══ MATERIAL FOR THIS EXERCISE ══
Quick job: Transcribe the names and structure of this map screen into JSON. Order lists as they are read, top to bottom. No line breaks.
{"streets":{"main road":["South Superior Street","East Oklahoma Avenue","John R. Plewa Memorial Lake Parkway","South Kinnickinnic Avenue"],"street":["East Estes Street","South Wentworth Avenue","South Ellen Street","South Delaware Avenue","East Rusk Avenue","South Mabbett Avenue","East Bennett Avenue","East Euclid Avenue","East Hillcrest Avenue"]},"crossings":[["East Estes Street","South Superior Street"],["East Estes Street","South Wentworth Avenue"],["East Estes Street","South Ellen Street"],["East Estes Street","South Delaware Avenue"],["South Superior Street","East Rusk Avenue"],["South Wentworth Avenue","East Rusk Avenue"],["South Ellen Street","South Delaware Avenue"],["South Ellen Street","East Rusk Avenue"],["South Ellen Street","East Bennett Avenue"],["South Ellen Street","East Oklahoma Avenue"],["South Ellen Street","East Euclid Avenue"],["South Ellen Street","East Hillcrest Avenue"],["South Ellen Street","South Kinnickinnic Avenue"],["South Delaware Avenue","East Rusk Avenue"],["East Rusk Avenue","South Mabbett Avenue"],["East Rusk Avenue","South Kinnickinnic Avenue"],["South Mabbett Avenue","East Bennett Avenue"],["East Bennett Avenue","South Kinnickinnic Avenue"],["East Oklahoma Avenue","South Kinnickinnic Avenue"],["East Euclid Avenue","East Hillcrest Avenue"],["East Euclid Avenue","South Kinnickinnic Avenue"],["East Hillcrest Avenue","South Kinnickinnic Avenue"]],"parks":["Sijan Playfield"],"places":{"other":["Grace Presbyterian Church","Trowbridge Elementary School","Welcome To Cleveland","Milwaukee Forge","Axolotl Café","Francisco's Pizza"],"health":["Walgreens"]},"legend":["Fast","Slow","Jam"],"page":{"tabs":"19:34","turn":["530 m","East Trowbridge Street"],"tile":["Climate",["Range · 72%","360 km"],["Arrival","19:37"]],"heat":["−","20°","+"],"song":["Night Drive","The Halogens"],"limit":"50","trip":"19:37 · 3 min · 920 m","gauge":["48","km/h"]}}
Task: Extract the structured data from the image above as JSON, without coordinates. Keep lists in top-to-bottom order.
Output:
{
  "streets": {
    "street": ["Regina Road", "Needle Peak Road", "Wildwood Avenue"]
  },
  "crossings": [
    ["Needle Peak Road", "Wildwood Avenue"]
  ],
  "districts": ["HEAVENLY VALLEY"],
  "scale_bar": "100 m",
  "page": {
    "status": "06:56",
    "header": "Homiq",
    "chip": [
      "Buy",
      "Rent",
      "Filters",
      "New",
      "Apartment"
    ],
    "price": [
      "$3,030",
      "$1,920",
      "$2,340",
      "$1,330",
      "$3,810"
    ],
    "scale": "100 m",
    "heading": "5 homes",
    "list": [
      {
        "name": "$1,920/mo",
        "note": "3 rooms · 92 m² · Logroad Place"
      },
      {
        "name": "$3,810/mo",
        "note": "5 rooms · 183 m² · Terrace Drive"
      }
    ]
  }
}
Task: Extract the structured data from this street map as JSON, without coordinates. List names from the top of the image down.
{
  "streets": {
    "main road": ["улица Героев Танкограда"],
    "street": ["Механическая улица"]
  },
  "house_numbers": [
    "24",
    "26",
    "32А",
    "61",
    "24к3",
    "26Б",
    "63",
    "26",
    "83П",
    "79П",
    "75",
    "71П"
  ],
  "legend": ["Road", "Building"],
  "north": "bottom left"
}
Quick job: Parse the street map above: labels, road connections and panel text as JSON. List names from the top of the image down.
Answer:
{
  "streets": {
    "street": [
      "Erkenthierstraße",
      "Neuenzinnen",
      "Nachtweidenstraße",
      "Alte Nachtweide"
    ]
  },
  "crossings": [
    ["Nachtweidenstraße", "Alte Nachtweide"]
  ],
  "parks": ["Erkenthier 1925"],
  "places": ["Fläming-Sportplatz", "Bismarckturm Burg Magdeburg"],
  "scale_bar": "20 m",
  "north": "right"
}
═══
**REQUIRED WORK:** Using the records above, copy word for word the line with "Task: Extract the structured data from this", the line with "Quick job: Parse", and every line between them.

**RESPONSE BOX:**
Task: Extract the structured data from this street map as JSON, without coordinates. List names from the top of the image down.
{
  "streets": {
    "main road": ["улица Героев Танкограда"],
    "street": ["Механическая улица"]
  },
  "house_numbers": [
    "24",
    "26",
    "32А",
    "61",
    "24к3",
    "26Б",
    "63",
    "26",
    "83П",
    "79П",
    "75",
    "71П"
  ],
  "legend": ["Road", "Building"],
  "north": "bottom left"
}
Quick job: Parse the street map above: labels, road connections and panel text as JSON. List names from the top of the image down.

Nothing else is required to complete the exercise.